Olympians told no selfies with President Obama
Olympians told no selfies with President Obama
A handshake? Sure. A selfie? No way.
Some of America’s Olympic athletes say they were asked to keep their cellphones in their pockets last week when they visited the White House and met with President Barack Obama.
The White House said that’s a longstanding practice because taking individual photos with hundreds of people wouldn’t be practical, and there are official photographers at such events. But the request to the Olympians drew attention because it came after the selfie Boston Red Sox slugger David “Big Papi” Ortiz took with the president during his team’s visit to the White House.
Many criticized that snapshot as a marketing ploy after Samsung, the maker of the phone Ortiz used, used the picture in an advertisement. Ortiz denied taking the picture with the knowledge it would be part of a promotion.
“I was a little bummed,” said Nick Goepper, a bronze medalist in slopestyle skiing. “I thought about trying to sneak one, but they were pretty adamant about it. I’m sure if they would’ve allowed it, there’d be 150 people with selfies with the president right now.”
The Olympians were visiting the White House after competing in Sochi, Russia, in February.
The White House confirmed that the athletes were asked not to take their own photos with Obama. The White House said that in the interest of efficiency, it has been practice for years for an official White House photographer to take pictures for large groups instead. It insisted there was no outright prohibition of selfies.
“There’s no discussion of a ban,” said White House spokesman Jay Carney.
Mourning, Richmond among those elected to Hall
Alonzo Mourning went to Georgetown to play basketball, not discover the world.
The 6-foot-10 center who won an NBA title with the Miami Heat was voted to the Naismith Memorial Basketball Hall of Fame on Monday, adding that honor to becoming a board member at his alma mater.
“I didn’t understand the prestige of this university, the global prestige of this university,” Mourning said. “Never in my wildest dreams would I ever thought as a freshman that I would be sitting on the board of that university.”
Mourning was elected along with former NBA star Mitch Richmond and NCAA championship-winning coaches Nolan Richardson and Gary Williams. The women’s team from Immaculata College, which won three straight national championships in the 1970s, also was chosen.
They joined the previously announced class of 2014 that includes retired NBA Commissioner David Stern. The induction ceremony is Aug. 8 in Springfield, Mass.
Timberwolves’ player remains in custody
Minnesota Timberwolves forward Dante Cunningham remained in custody on Monday following an initial court appearance for domestic assault charges, with the possibility that more charges could be coming from a second arrest over the weekend.

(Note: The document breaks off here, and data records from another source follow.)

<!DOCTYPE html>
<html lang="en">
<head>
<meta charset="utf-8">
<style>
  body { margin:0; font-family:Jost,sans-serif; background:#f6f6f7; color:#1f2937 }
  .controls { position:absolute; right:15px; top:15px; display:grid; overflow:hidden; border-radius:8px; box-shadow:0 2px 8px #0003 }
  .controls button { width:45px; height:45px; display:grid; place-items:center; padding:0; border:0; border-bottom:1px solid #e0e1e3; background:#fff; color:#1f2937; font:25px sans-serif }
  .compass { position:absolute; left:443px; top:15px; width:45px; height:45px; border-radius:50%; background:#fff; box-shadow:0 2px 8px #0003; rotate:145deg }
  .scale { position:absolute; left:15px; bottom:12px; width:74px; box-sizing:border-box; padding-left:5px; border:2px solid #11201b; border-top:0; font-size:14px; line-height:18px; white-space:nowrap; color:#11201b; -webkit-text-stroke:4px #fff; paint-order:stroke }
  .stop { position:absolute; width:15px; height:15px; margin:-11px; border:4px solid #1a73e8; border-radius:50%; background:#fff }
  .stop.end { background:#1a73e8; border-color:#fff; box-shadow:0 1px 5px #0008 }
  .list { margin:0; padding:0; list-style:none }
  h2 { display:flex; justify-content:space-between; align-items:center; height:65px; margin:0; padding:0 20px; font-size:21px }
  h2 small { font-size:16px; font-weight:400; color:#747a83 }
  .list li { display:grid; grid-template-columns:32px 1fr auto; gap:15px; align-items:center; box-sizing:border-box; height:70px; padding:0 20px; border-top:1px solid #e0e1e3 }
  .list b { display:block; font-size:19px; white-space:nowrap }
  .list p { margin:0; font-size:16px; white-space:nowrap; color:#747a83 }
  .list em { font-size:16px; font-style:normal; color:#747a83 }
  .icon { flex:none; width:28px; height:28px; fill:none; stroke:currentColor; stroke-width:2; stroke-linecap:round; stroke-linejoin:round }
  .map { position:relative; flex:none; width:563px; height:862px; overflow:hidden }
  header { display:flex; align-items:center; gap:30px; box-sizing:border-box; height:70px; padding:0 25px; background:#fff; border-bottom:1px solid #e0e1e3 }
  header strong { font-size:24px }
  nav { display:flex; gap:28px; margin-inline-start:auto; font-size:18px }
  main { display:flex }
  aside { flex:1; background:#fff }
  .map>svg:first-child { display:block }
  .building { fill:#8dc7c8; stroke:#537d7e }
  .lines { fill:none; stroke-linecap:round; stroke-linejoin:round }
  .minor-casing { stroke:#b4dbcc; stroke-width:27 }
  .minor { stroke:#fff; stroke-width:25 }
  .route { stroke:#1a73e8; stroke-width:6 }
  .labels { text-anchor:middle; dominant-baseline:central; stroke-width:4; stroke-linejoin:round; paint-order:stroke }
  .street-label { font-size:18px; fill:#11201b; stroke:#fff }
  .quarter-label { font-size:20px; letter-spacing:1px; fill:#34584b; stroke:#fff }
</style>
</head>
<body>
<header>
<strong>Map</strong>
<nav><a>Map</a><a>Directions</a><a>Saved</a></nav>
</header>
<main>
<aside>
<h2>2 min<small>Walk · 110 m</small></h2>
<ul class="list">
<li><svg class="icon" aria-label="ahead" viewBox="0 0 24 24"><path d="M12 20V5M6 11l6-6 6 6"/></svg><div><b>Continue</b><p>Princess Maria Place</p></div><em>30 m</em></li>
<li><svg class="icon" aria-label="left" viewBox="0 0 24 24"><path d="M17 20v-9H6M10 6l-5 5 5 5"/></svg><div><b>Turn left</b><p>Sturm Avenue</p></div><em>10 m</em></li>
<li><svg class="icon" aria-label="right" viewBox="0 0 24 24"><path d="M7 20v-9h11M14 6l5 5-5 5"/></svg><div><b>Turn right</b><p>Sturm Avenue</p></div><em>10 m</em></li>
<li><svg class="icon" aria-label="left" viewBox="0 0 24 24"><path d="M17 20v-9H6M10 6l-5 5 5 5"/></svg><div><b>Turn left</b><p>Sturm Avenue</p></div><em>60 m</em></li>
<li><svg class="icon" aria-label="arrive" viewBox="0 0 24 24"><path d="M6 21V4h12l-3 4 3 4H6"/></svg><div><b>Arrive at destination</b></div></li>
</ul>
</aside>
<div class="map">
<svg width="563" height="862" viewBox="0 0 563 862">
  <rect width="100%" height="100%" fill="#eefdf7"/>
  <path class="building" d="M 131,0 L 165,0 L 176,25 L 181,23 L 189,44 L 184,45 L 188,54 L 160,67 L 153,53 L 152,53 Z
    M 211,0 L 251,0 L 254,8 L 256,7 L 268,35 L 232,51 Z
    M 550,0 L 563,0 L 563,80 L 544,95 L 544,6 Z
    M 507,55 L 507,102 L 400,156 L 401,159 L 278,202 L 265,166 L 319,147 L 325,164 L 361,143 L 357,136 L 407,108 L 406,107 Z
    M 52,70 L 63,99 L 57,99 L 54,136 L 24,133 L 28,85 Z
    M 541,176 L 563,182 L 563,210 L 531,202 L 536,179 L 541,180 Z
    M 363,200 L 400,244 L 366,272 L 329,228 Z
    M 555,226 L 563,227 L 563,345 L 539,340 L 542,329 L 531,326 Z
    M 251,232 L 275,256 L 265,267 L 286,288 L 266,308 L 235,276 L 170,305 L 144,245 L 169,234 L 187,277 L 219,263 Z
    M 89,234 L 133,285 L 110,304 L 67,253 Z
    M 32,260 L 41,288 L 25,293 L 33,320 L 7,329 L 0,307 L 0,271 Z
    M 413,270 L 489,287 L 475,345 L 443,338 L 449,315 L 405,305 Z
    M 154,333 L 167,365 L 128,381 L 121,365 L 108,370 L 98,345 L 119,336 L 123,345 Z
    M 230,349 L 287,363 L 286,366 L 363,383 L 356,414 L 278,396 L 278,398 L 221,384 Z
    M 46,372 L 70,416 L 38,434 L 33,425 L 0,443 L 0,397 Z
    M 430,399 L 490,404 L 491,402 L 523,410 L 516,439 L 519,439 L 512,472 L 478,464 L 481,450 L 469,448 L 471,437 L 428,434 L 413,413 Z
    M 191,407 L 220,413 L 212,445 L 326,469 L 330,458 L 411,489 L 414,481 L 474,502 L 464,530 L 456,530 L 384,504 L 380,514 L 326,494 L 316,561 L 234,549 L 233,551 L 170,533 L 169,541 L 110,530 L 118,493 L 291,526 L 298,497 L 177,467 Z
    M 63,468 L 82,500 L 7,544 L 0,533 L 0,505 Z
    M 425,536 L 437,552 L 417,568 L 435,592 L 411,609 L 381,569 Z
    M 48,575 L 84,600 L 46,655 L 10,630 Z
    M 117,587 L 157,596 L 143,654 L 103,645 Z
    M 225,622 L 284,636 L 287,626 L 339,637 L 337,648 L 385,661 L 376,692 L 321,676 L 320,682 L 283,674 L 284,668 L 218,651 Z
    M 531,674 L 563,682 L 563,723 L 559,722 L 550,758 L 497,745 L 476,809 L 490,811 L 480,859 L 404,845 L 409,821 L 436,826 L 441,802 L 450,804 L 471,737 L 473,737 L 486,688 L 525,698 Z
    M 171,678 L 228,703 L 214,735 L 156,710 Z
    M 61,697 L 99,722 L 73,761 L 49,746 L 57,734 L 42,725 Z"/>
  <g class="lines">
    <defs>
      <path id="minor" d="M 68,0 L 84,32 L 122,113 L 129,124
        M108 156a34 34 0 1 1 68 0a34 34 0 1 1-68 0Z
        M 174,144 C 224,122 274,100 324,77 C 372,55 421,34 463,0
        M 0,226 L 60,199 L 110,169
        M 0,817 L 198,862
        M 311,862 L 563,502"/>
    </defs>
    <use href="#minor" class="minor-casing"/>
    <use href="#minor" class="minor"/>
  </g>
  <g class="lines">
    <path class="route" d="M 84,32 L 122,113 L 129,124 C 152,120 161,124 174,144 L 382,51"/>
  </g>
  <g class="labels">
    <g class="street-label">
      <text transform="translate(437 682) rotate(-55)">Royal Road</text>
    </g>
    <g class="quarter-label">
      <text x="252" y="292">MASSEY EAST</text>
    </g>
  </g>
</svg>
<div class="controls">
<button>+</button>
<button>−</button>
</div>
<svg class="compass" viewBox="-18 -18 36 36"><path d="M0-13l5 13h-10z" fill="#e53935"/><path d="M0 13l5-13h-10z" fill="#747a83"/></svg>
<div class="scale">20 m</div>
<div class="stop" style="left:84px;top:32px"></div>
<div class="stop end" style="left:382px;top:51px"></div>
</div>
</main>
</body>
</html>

Cunningham was arrested twice in three days last week after alleged incidents with the woman he had been living with. Cunningham was charged Friday with felony domestic assault for allegedly choking the woman.
Police said they received a call from the woman in the early morning hours on Sunday saying that Cunningham had violated a protection order by sending threatening text messages that “rose to a terroristic level.”
In other Timberwolves news, forwards Chase Budinger and Shabazz Muhammad will miss the final six games of the season with injuries.
• The first day of the Masters didn’t last very long. Storms moved into the area just two hours after the gates opened at Augusta (Ga.) National for the first full day of practice. Players had to get off the golf course. A few hours later, the club said the forecast for even heavier rain meant the course would be off limits the rest of the day.
• The NHL has suspended Philadelphia Flyers forward Zac Rinaldo for four games for an illegal check to the head. He injured Buffalo Sabres defenseman Chad Ruhwedel in the third period of Sunday’s game. Ruhwedel will miss the remainder of the season after being diagnosed with a concussion.
• The Tampa Bay Lightning signed vice president and general manager Steve Yzerman to a four-year extension that runs through the 2018-19 season.
• Sacramento Mayor and former NBA All-Star Kevin Johnson will lead a search committee to select a new executive director for the NBA Players Association.
• Jack Sock made short work of former champion Ivo Karlovic, winning 6-1, 6-4 in the first round of the U.S. men’s Clay Court Championship at River Oaks Country Club in Houston.
The 21-year-old American had lost both previous meetings with the 6-foot-10 Karlovic, who won the title in 2007 at a different Houston venue.
In this one, Sock broke the Croatian’s huge serve twice in the first set and wound up spending less than an hour on the court.
Sock’s countryman, Sam Querry, beat Alex Bogomolov Jr., of Russia 6-4, 7-6 (8-6), but it was a satisfying win for the tourney’s 2010 runner-up.
• Fifth-seeded Joao Sousa of Portugal beat Igor Sijsling of the Netherlands 6-2, 6-4 on Monday to reach the second round of the Grand Prix Hassan II tournament in Casablanca, Morocco.